Regular algae level monitoring of impounding reservoirs is necessary for many countries to ensure drinking water safety as the provision of quality water is an indispensable part of the livelihood of the people. Clean Water and Sanitation is one of the UN SDGs. According to the UN, “3 in 10 people lack access to safely managed drinking water services and 6 in 10 people lack access to safely managed sanitation facilities.” Therefore, there is an urge to come up with innovative solutions to monitor the algae level.
Some algal species in the raw water may produce unpleasant taste and odour compounds. A few algal species of blue-green algae and green algae may even produce toxic compounds that impact water quality negatively. Typically, the process of identifying and counting algae cells is done manually under the microscope. One can imagine that it is very time-consuming, labour-intensive, and tedious.

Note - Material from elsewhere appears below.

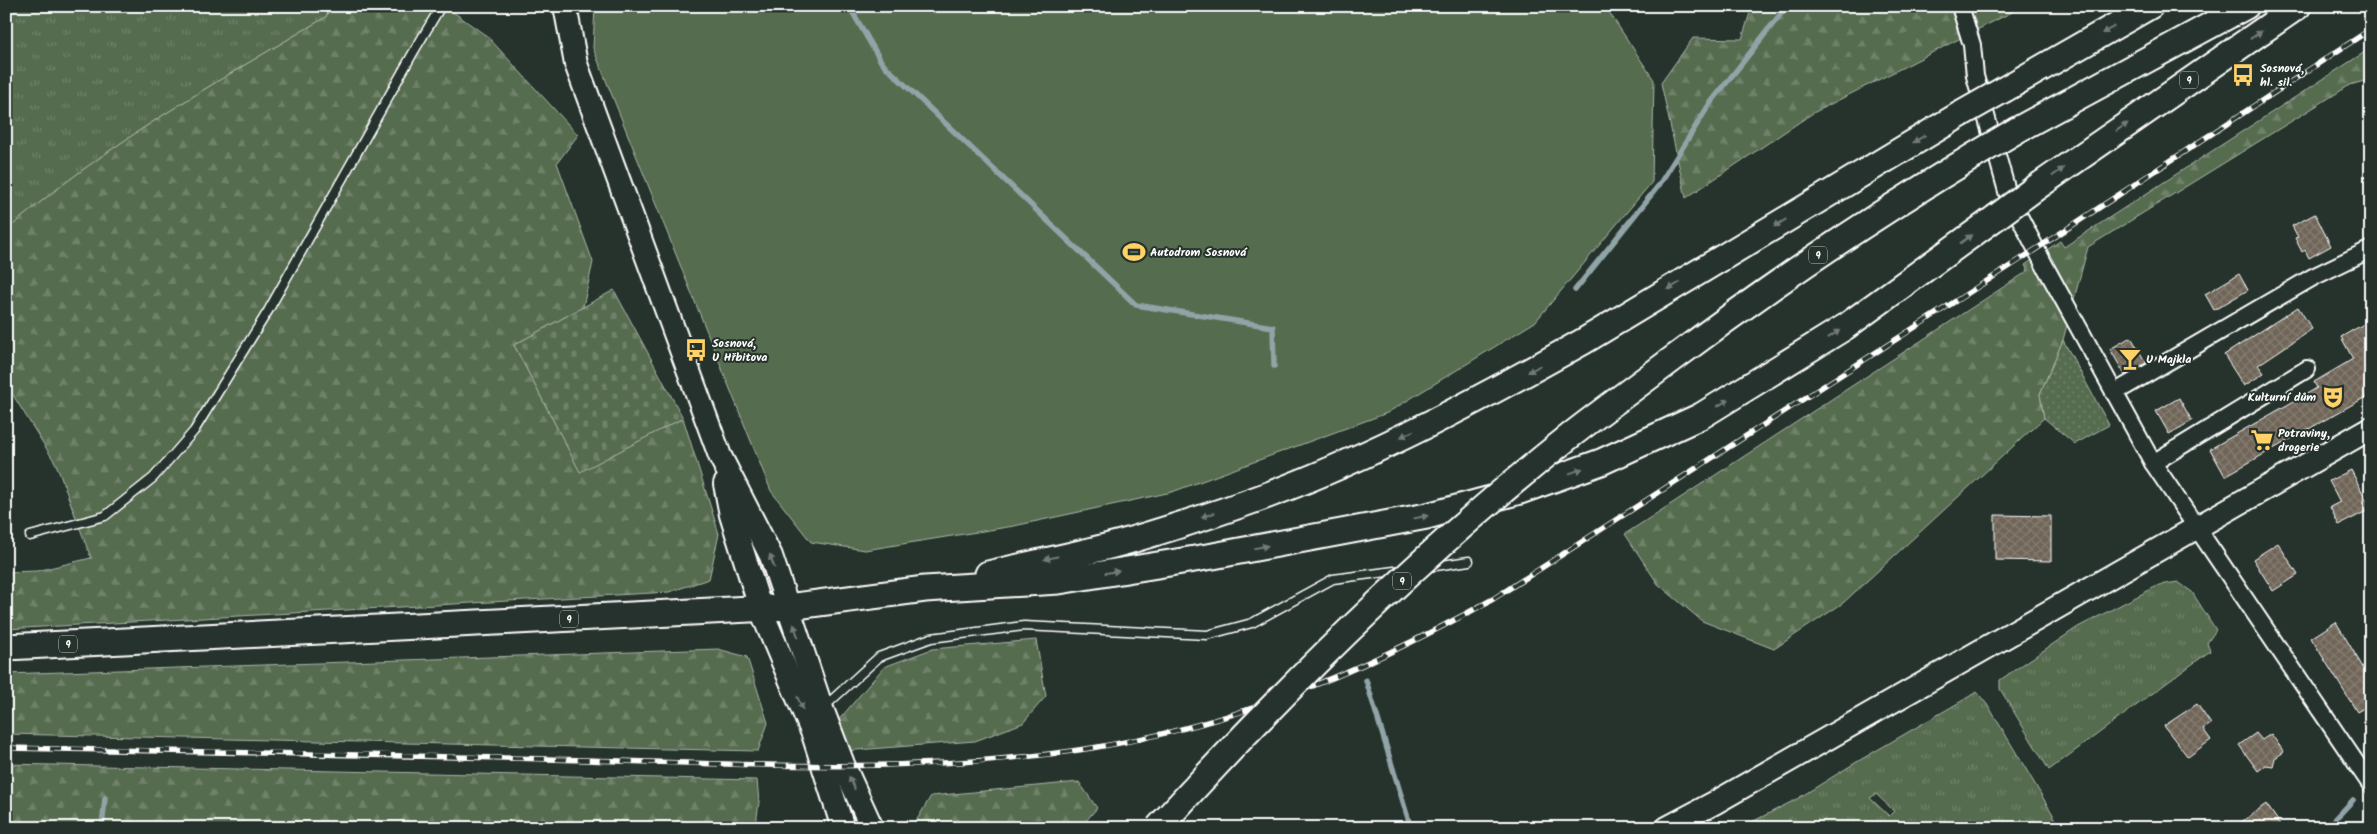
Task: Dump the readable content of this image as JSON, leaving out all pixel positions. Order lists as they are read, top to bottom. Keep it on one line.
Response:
{"streets":{"main road":["9"]},"places":{"bus stop":["Sosnová, hl. sil.","Sosnová, U Hřbitova"],"sports":["Autodrom Sosnová"],"bar":["U Majkla"],"theatre":["Kulturní dům"],"supermarket":["Potraviny, drogerie"]}}
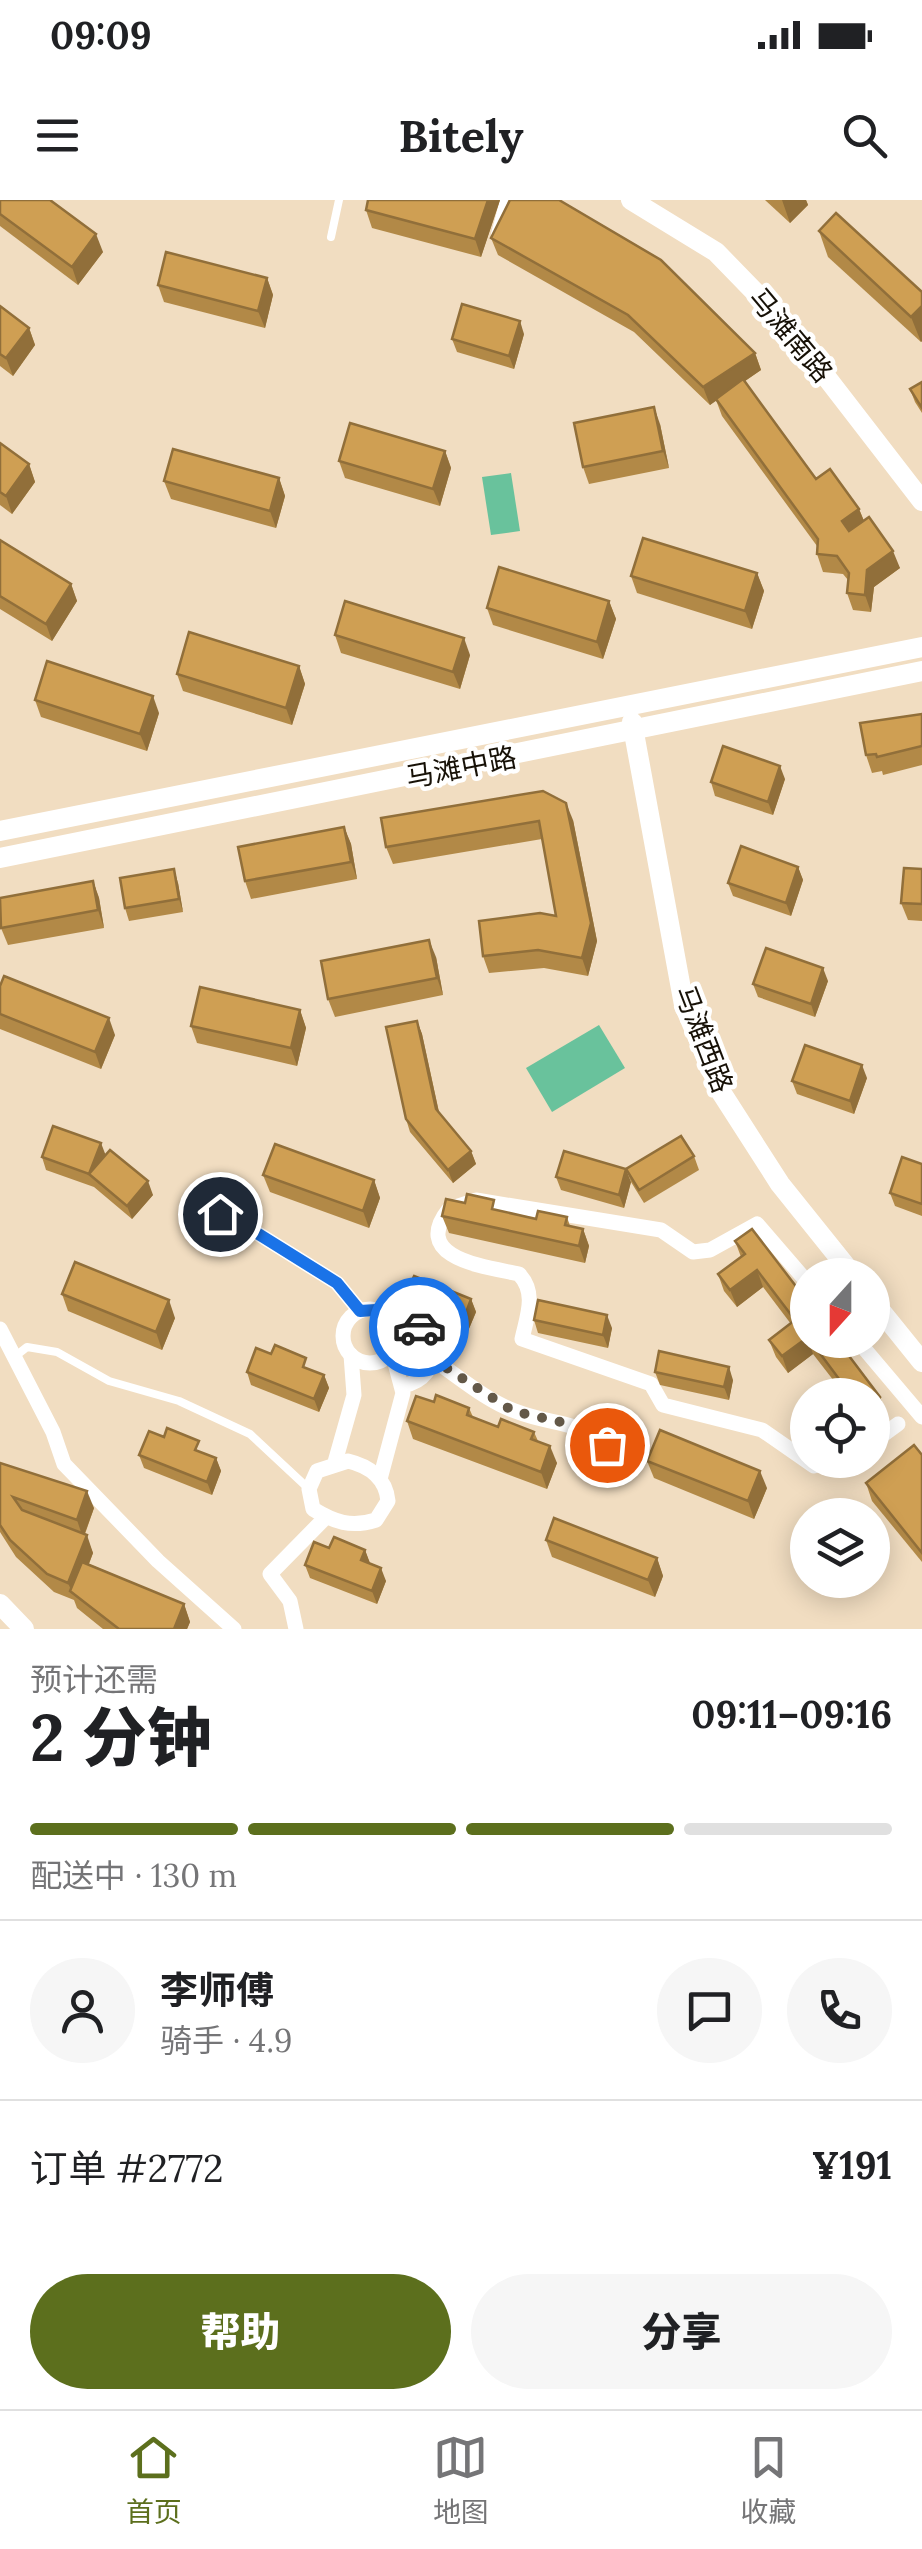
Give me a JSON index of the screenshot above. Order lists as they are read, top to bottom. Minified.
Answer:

Although there are several statistical-based auto cell detection tools available in the market, they are generic and require users to adjust lots of parameters. Specific training is also required, which is not a fast learning process. In addition, this type of detection tool is not tailor-made for algae detection and the shape of the same type of algae may even vary – this may be caused by certain long-shaped algal species bending under the microscope or having different viewing angles/dimensions. Current detection tools are not able to recognize that those bent algal cells are actually the same type as non-bent algal cells. Therefore, the detection and counting error rates tend to be high with the traditional methods.
AI Algae Level Monitoring – Detection, Identification & Counting
Anavision has recently developed an AI-based algae detection, identification, and counting model that can upgrade the current manual workflow of algal cell identification and counting operations, thereby enabling a more efficient algae level monitoring.
By studying a large number of microscopic images, we have established a data annotation method to define different types of algae. The computer vision-based CNN detection algorithm is used to train and develop the AI-based model for algae detection. Unlike the traditional cell detection tools, it is tailor-made for algae level monitoring, without the need to adjust any parameters. Once the microscopic images are uploaded to the platform, the AI detection model will detect and identify different algal species. Then, it will automatically process the cell counting and show the results immediately. Users can retrieve results easily at any time.
Our detection algorithm is currently capable of recognizing different algal species simultaneously. The deep learning techniques applied in the AI detection model can continuously learn and expand the types of algae that can be detected while processing more microscopic images, and thus improve the detection accuracy.
We believe that with this AI Algae Cell Counting System, the government department is able to perform high speed automated algae cell identification and counting. The system can greatly save time, reduce human errors and misjudgment, and allow more frequent algal level monitoring if necessary.